It depends on the placement Magne. Background on a reality show, no so good. A McDonald's commercial - big bucks. Primetime TV pays much better than off-hour shows.


True, the big hard to get commercials, can be as profitable as a number one hit in Nashville. Michael Laskow has used examples where unknown artists has gotten half a million $ for a commercial gig.

Originally Posted by John Lawrence Schick
There's such an abundance of music needed today, that the "in crowd" just can't handle it all.


Well, the big difference is that the market for 'outside writers' is a hell of a lot bigger in tv/film music. Compared to the about 50 available spots a year for outside writers in Nashville, the demand in tv/film music is about 1000 tracks a day! (and some of those instrumentals can even pay back more to you, than a cut on an album that doesn't sell!).

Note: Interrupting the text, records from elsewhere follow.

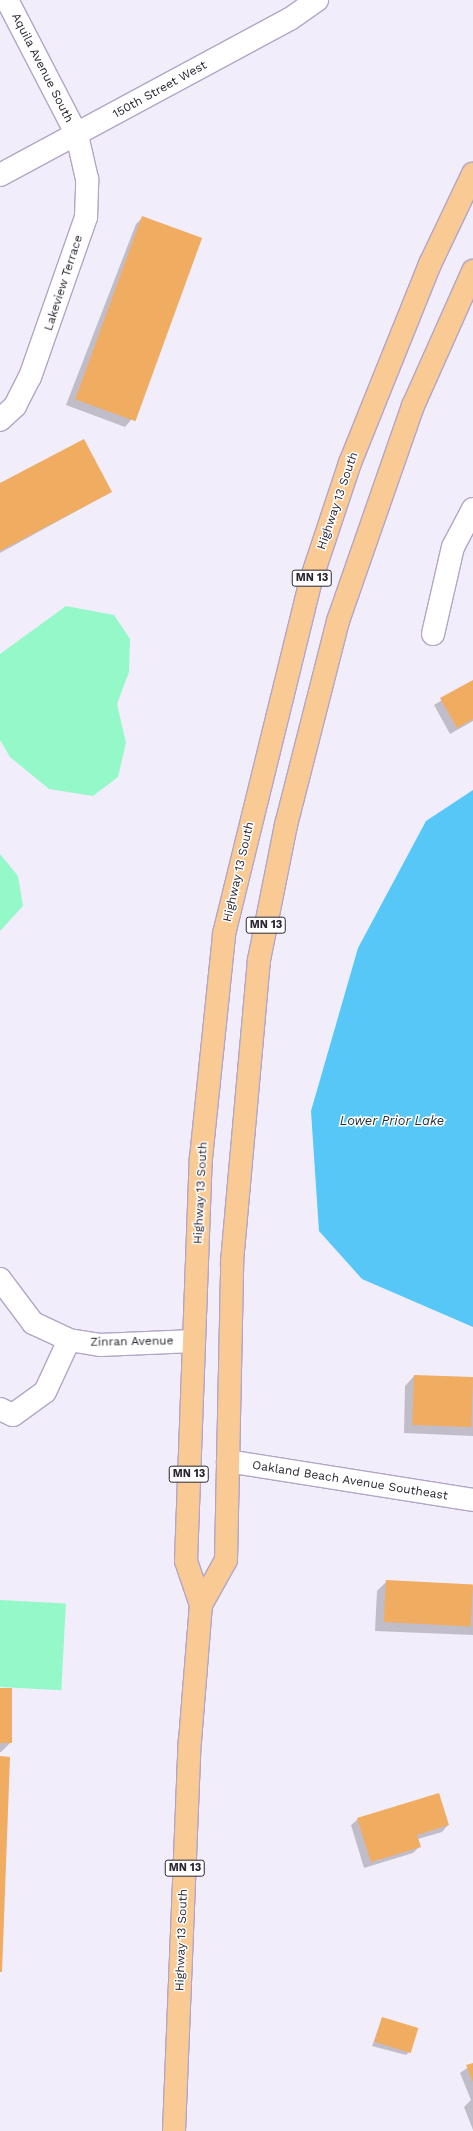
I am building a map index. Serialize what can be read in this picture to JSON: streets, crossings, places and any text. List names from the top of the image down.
{
  "streets": {
    "main road": ["Highway 13 South", "MN 13"],
    "street": [
      "Aquila Avenue South",
      "150th Street West",
      "Lakeview Terrace",
      "Zinran Avenue",
      "Oakland Beach Avenue Southeast"
    ]
  },
  "crossings": [
    ["Aquila Avenue South", "150th Street West"],
    ["Aquila Avenue South", "Lakeview Terrace"],
    ["150th Street West", "Lakeview Terrace"],
    ["Highway 13 South", "Zinran Avenue"],
    ["Highway 13 South", "Oakland Beach Avenue Southeast"]
  ],
  "water": ["Lower Prior Lake"]
}
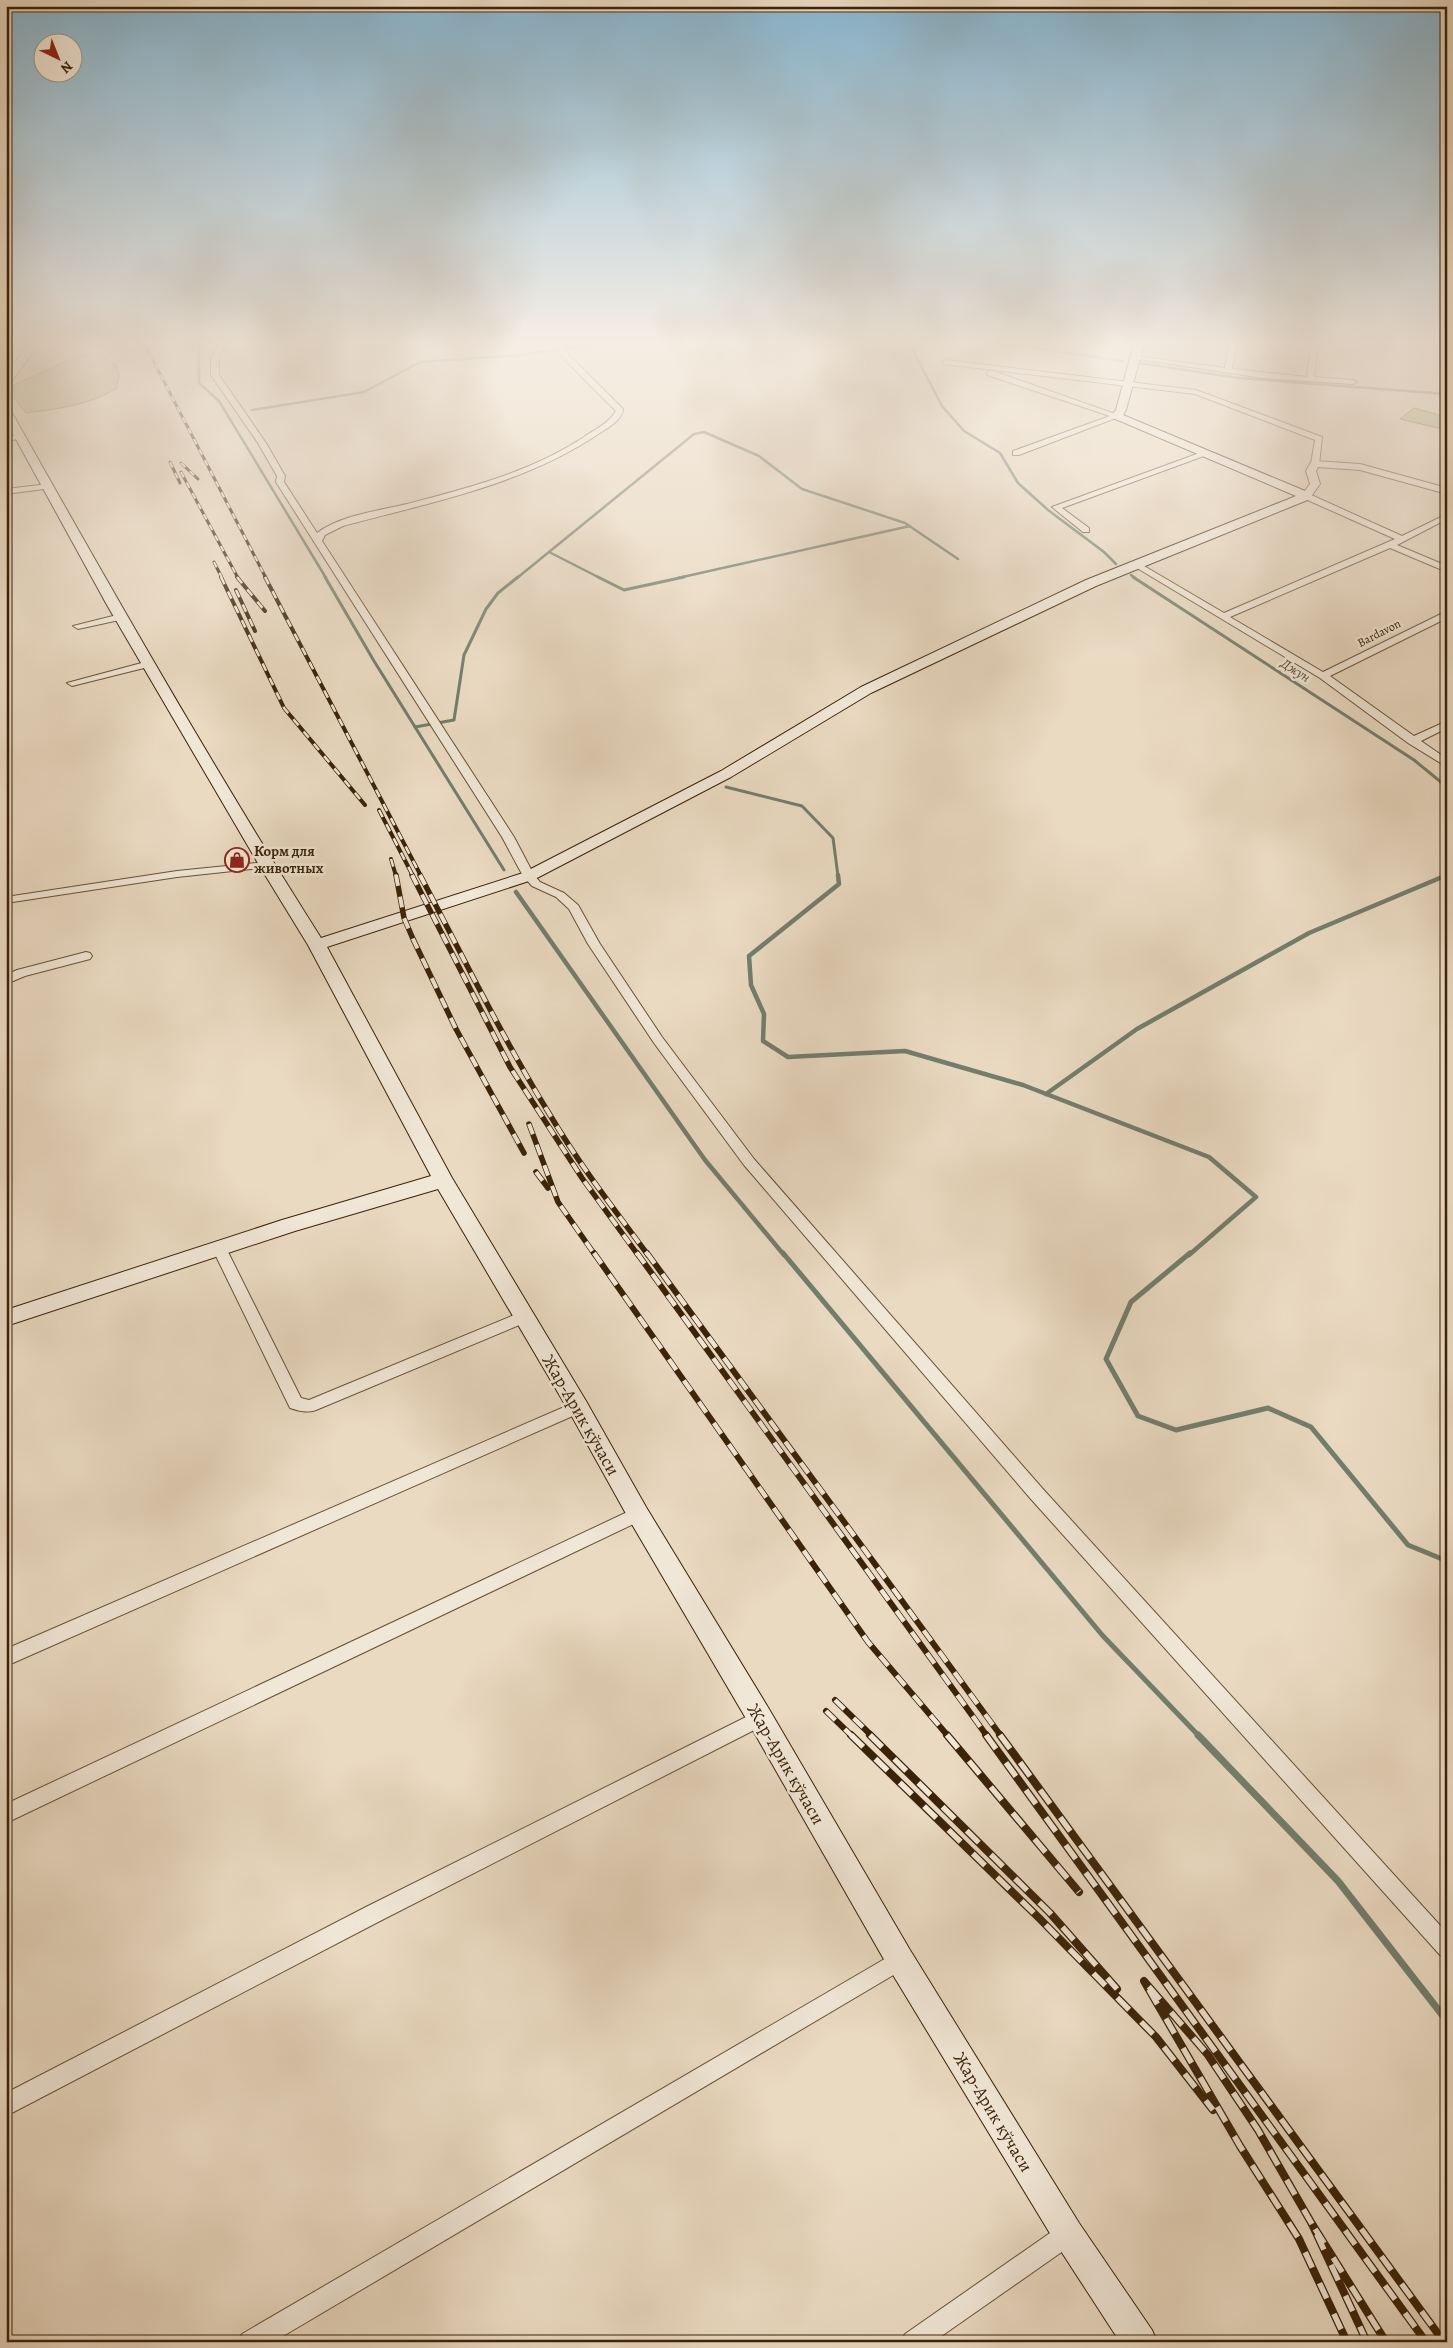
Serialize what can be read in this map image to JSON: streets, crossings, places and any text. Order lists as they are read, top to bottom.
{
  "streets": {
    "main road": ["Жар-Арик кўчаси"],
    "street": ["Bardavon"]
  },
  "water": ["Джун"],
  "places": {
    "shop": ["Корм для животных"]
  },
  "north": "bottom right"
}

Originally Posted by John Lawrence Schick
"because the folks with pro equipped studio's are in that game too"

Fortunately the technological revolution has evened things up. Home studios are competing side by side with pro studios. Maybe should use the term "Pro Home Studios". grin


Well, true if you are great at producing. And sure the sampled stuff is better now ect, but I believe the top music libraries still wants real musicians playing real instruments, and competing with the pro studio's on that, is gd tough!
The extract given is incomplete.